O toplantıların birinde Prof. Dr. Erman Tuncer, İsmail Kahraman’ın MTTB Başkanı olduğu sırada evli ve çocuk sahibi olduğunun nasıl ortaya çıktığını şu şekilde belirtir:

“Baba Hacı, İsmail Kahraman’ı henüz üniversite öğrencisi iken evlendirmişti. İsmail Kahraman’ı en zor durumda bırakan bu izdivaç olmuştur. İsmail Kahraman ağabeyimiz MTTB’ye aday olduğu zaman, evli ve bir çocuk sahibiydi. Ama bunu hiç kimse bilmiyordu. Ancak MTTB’ye başkan olan bir kimsenin evli ve çocuk sahibi olmasını kamuoyuna izah etmek oldukça güçtü. Bu durum doğal olarak kamuoyundan saklandı. Hatta arkadaşlarından bile gizlendi. Ama bizim Yekta Korca’nın zekâsı sayesinde bu durumu öğrenmiştik. 5-6 yaşlarındaki yeğeni İsmail Hakkı’ya sorulan tuzak soru sayesinde, medenî durumu hakkında bilgi sahibi olmuştuk.”

Malum memlekette siyasetçiler çoğu zaman doğruyu söylemiyor, bunu da artık vatandaş garipsemiyor. Kahraman’ın hayatındaki flu noktalar ise muhafazakâr siyasetle ilgili ipuçları veriyor. İsmail Kahraman aslında çocuk denecek yaşta evlendirilmiş, bir de daha çocukken çocuğu olmuş, hayatını ve öyleyse eğer hayatının aşkını gizleyerek bir koltuğa oturmuş, oturduğu koltukta da eline kan bulaşmış, sonra da tüm bunları saklamak istemiş birisi. Artık bu noktada korkutucudan çok üzücü. -Mış gibi yapılmış, her şeyden çok koltukların önemsendiği, aslında kaçırılmış bir hayat.

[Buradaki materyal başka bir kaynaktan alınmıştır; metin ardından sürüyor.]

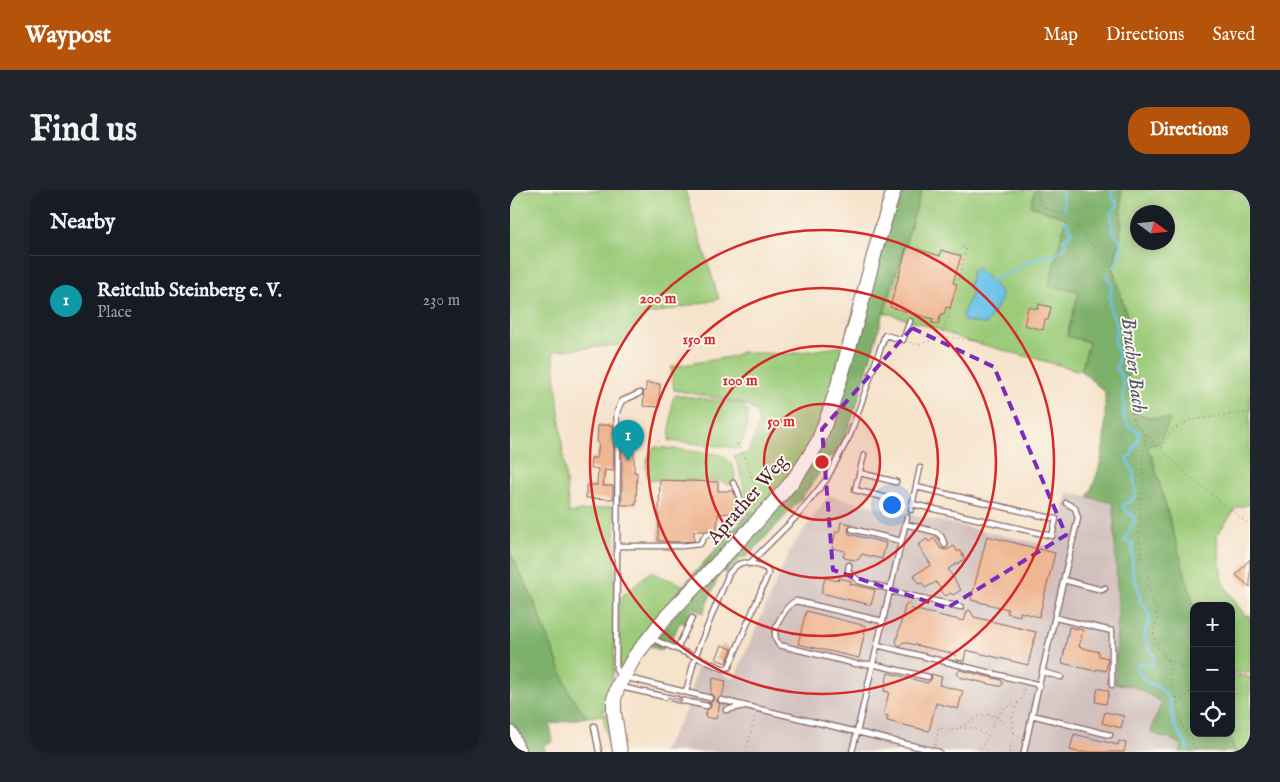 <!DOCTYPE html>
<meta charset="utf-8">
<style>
:root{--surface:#171b24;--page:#20242c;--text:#f1f3f6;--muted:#9ea1a6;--line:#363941;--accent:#b45309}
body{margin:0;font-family:"IM FELL English",serif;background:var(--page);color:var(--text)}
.controls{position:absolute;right:15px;bottom:15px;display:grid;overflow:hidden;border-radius:10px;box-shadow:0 2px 12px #0003}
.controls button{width:45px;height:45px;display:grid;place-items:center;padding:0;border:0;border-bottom:1px solid var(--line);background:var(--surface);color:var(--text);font:25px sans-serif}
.compass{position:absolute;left:620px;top:15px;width:45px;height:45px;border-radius:50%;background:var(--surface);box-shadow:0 2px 12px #0003;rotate:105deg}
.you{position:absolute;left:381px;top:314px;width:18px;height:18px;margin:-12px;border:4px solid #fff;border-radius:50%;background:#1a73e8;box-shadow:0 0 0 8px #1a73e833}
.badge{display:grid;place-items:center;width:32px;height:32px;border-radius:50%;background:var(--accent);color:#fff;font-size:16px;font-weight:700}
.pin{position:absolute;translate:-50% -41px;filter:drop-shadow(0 1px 2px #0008)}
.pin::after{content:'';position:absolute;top:26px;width:18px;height:15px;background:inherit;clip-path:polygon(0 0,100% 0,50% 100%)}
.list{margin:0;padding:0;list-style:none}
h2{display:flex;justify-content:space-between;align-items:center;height:65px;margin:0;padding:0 20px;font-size:21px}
h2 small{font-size:16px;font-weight:400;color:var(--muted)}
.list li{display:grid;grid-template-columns:32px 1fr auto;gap:15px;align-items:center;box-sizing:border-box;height:90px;padding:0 20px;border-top:1px solid var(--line)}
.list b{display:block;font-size:19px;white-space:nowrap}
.list p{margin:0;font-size:16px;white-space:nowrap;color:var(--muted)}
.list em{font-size:16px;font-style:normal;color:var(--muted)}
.icon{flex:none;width:28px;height:28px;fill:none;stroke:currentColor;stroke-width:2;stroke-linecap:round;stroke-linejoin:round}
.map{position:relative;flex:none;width:740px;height:562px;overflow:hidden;border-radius:20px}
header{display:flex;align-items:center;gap:30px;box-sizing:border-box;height:70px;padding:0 25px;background:var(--accent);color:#fff}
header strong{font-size:24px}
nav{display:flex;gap:28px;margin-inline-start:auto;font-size:18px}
.intro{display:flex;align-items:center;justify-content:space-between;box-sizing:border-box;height:120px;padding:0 30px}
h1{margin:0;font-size:35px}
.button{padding:12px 22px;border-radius:20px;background:var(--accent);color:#fff;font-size:18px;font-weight:700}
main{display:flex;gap:30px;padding:0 30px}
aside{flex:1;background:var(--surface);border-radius:20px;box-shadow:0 2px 12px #0003}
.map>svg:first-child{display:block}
.industrial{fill:#d1c0bd}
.green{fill:#9ccc7a;stroke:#737652;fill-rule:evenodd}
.forest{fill:#7db06a;stroke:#64684a}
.water{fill:#6cc3e9;stroke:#5b718a}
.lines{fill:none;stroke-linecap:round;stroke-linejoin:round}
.stream{stroke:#6cc3e9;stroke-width:2.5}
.building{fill:#efb692}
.lane-casing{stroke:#866463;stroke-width:7}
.secondary-casing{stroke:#866463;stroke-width:16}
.path{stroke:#866463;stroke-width:1;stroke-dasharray:1 4;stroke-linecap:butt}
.lane{stroke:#fff;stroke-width:4.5}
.secondary{stroke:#fff;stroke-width:14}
.oneway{stroke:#ae9aa0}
.marked{fill:none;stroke:#7b2cbf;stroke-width:4;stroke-dasharray:10 6;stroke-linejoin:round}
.ring{fill:none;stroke:#d62828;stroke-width:2.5}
.labels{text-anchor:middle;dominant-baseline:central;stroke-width:4;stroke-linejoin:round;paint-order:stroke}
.street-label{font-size:19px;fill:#4a1f2b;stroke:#fbf7ec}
.water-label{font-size:20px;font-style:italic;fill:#56586e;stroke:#fbf7ec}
.centre{fill:#d62828;stroke:#fbf7ec;stroke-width:2.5}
.ring-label{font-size:15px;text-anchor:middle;font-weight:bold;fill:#d62828;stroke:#fbf7ec;stroke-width:4;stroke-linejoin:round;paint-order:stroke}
</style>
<header>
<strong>Waypost</strong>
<nav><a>Map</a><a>Directions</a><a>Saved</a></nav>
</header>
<div class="intro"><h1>Find us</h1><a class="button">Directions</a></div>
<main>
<aside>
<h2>Nearby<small></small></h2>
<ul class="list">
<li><span class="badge" style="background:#0f9aa8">1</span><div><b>Reitclub Steinberg e. V.</b><p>Place</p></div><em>230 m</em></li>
</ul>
</aside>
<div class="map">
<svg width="740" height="562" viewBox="0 0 740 562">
<rect width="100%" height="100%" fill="#fbf7ec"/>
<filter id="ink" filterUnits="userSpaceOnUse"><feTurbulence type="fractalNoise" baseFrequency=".02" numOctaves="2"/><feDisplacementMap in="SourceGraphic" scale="10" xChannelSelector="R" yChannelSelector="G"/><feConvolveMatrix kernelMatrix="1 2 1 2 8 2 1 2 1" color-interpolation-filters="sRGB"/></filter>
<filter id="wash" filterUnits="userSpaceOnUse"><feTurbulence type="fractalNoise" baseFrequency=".0096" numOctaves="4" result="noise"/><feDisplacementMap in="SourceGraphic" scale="20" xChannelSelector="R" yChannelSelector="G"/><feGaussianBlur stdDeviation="1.12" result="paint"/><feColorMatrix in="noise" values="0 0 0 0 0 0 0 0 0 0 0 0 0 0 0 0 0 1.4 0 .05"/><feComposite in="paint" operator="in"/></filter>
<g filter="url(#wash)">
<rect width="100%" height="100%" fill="#f6e3cc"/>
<path class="industrial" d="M558 302 603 313 608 417 605 493 623 496 652 512 643 534 644 543 654 548 657 547 671 555 670 562H152L177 519 188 474 224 489 281 358 318 306 544 357Z"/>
<path class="green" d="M0 0H175L209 109 137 125C126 134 120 146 110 155L43 161 59 323 105 316 104 479 100 500 98 521 91 520 93 524H100L106 562H100L93 525 77 527 60 504 23 409 0 362Z
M412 0H525L521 16 556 28 539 95 569 101 557 146 579 152 571 181 455 150 424 138 374 122Z
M611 0H740V314L726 318 707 345 712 392 735 426 740 425V483L721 482V416H684L642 267 637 257 659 230 638 227 624 222 615 167 619 141 603 81 612 39ZM628 22H658V52H628Z
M335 156 300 258 274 294 249 323H238C236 302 232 284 224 266L238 263 249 235 246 221 229 212 164 200 161 177 224 166 231 162 278 164Z
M166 205 227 213 231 214 238 221C237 232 237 252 227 258L159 251 163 208Z
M146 257 207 264C220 267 225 278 225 290L220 295 210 291 140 290C133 281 136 262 146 257Z
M140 382 173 395 140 438 113 478 109 476V409Z
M727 485 740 487V562H725L720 543H721V486Z"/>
<path class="forest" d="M379 0H412L374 122 347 214 334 251 322 268 319 266 308 285 291 309 237 367H232L216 383 211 381 193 423 182 418 175 434 170 432 162 450 167 453 164 455 156 452 152 461 140 456 172 416 164 406 238 323 249 322 274 294 300 258 310 235Z
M525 0H611V36L603 81 619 131V141L615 167 624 222C635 228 647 228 660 229L650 253 637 257 642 267 684 416V543H720L725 562H670L671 555 657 547 654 548 641 542 643 534 652 512 623 496 605 494 608 417 603 313 578 307C583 295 588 283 591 270 596 248 595 224 595 202L571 181 579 152 557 146 569 101 539 96 556 28 521 16Z
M0 362 23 409 60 504 77 527 40 534 43 552 34 554 35 562H0Z"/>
<path class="water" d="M463 78H467L491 102V110L476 134 454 131 452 125 462 103 459 96Z"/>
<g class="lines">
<path class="stream" d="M552 0 554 19
M602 0 601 5 608 15 601 22 603 42 610 50 611 61 604 77
M598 83 596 87 601 93C601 102 599 113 601 121 603 126 606 131 607 136 609 149 599 148 609 162L608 174 606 179C618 192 612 191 613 206 613 214 615 218 613 226L619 237 628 241 629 249 624 257 621 265 616 268 623 281 626 304 621 311 613 315V318L624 327V332L614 351 623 353 622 377 624 388 629 398 630 412 636 418 640 428 634 446 644 467 642 475H636L632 473 628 475V482L638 493 646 496 654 502 660 511 664 535 677 555V562
M480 92 508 78 528 67H540L554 59 556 53 553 49 558 47 562 41 555 31"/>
</g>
<g id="blocks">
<path class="building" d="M397 56 430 66 431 60 451 66 443 93 447 94 440 118 436 117 434 124H431L428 134 422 133 423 129 380 117Z
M529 114 541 117 538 130H535L533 140 514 135 518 117 528 119Z
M136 193 150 194 149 217 133 216 134 201H136Z
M88 235H103L104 281 95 280 93 296H103V309L76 308V295H87L88 279 80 278 81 268H87L89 253H87Z
M112 260H124V282H127L126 315H112Z
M150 290 208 292V301H224L225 306V319L224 323 208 324 207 338 196 341H184V351L171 352 148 351Z
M331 332 341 334 338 339 339 344 376 353 372 369 352 364 348 370 338 369 333 367 335 361 322 358 326 341 329 342Z
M477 346 545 363 529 427 510 422V426L497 423 498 419 461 410Z
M424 348 431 359 437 360 444 356 448 362 450 360 455 369 438 379 451 400 443 405 441 403 435 406 426 392 415 398 412 393 409 394 404 385 421 375 408 355 417 349 419 352Z
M740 369V397L726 385Z
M315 388 328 391 329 388 341 391 340 394 365 400 361 415 311 403Z
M397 413H400L402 419 454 431 457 421 460 420 464 427 526 442 518 475 456 460 454 471 446 470 445 464 393 452 390 456 388 455 386 452 395 416Z
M296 421 356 436 349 468 288 454Z
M559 437 573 440 569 457 589 462V466L598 468 596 481 586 479 585 481 552 473Z
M212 455 222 459 216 473 206 469Z
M450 480 491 490 493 494 491 496H488L449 487 447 483Z
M378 483 418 493 422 488 421 484 432 487 429 495 453 501 448 519 426 513 419 541 377 531 378 526 373 525 379 502 374 501Z
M203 488 216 491 212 506 207 509V512L210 514 206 529 195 527 197 520 201 517V514L198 512H202L204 508 203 505 200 504Z
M588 498 599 501 596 514 585 512Z
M595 522 614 526 611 538 592 533Z
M564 544 608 555 609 551 616 553 614 562H568L560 560Z"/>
</g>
</g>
<g filter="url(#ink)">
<use href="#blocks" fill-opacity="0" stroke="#866463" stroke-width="1"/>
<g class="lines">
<defs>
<path id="lane" d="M354 265 345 300 381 309
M350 283 386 292
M556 313 565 318 568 328 522 525 600 545
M402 314 542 346 546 329 406 297
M401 320 410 278
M395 334 426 342 431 346 435 355
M342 339 391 351
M107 356H171L190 354 196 345C215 344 230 331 230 312 230 304 228 299 223 293
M239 374 287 326 316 290 340 245 375 145 393 150 400 131
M339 375 338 382 349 391 380 399
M554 390 592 400 595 398
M380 401 451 417
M546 428 602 441V495
M372 431 286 411C277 414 266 434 265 443 265 448 266 451 269 455L346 474H362L418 487
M143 449C166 459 191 469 214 479L219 477 256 389 258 384 257 379C251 376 235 370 229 374 225 376 222 380 219 383L185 467 176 502
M367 455 530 495
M167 459 182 428
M533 482 551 487
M114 487 200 508
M110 488 106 479 108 241C106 227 105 223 112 211L130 203
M111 497 197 516
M211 510 347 542 397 327
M216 520 234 516
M84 536 89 562
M342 562 347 542 429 562
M514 562 522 525"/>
<path id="secondary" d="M0 543 9 562
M110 562 104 522V509L108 496 125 466 155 428 242 337 281 293 292 278 308 252 320 220 331 186 348 126 367 54 384 0"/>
</defs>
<use href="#lane" class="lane-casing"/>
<use href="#secondary" class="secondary-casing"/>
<path class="path" d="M528 0 527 4 529 9 532 15 538 19 555 25 599 72 606 90 615 128 614 166 622 224 624 232 634 242 635 253 632 269 634 295 629 318 631 333 628 341 631 360V370L638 384 639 397 640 405 646 417 647 429 644 439V446L649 460 654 464 657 469 660 476 661 495 666 507 669 524 675 542 681 547 686 562
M432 147V144L440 121 456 58 452 57
M400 152 407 155 432 147 473 151 500 129
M740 222 681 230 662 240 651 259 683 290 740 335
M636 244 650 259
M156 249H159
M148 251H153
M227 254C238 272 247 295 245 316
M658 469 676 479 684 482
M721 484 740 485
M667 507 673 509 684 498
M450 538H463L477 545
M425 555 429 538C436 539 442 541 449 538 464 531 469 520 487 527L493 519 508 512 512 509 515 497
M236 562 245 524
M466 562C476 555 480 538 487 527L491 530 501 541 511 548
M499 562 504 543 502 526 508 513"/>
<use href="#lane" class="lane"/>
<use href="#secondary" class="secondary"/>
</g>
<defs><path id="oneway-shaft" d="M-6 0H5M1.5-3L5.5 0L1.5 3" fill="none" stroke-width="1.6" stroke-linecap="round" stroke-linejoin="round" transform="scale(1.25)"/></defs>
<use class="oneway" href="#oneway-shaft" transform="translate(165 509) rotate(12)"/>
</g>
<path class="marked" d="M402 138 484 177 556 345 437 418 323 380 312 239Z"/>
<circle cx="312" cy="272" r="58" fill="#d62828" fill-opacity=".12"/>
<g class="ring">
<circle cx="312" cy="272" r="58"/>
<circle cx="312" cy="272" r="116"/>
<circle cx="312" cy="272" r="174"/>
<circle cx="312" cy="272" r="232"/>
</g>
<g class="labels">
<g class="street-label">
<text transform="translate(238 310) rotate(-49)">Aprather Weg</text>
</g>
<g class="water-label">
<text transform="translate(623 175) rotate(83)">Brucher Bach</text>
</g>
</g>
<circle cx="312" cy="272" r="8" class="centre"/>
<g class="ring-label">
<text x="148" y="113">200 m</text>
<text x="189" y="154">150 m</text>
<text x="230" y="195">100 m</text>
<text x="271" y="236">50 m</text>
</g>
</svg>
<div class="controls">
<button>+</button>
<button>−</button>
<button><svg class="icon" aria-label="locate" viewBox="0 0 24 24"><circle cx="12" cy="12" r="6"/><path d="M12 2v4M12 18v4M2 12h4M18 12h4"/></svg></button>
</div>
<svg class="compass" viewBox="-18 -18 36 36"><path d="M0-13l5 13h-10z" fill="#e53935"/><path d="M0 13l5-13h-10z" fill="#9ea1a6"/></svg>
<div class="you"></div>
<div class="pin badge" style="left:118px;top:271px;background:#0f9aa8">1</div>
</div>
</main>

1İstanbul’a demirleyen Amerikan 6. Filo’sunu protesto için 16 Şubat 1969’da Taksim’de yapılan emperyalizm ve sömürü karşıtı mitinge katılanlar sağcıların saldırısına uğradı. Devletin teşvik ettiği saldırganlar, Ali Turgut Aytaç ve Duran Erdoğan’ı öldürdü, yaklaşık 200 kişi yaralandı. Ve 16 Şubat, 48 yıldan bu yana Türkiye’de ‘Kanlı Pazar’ olarak anılıyor.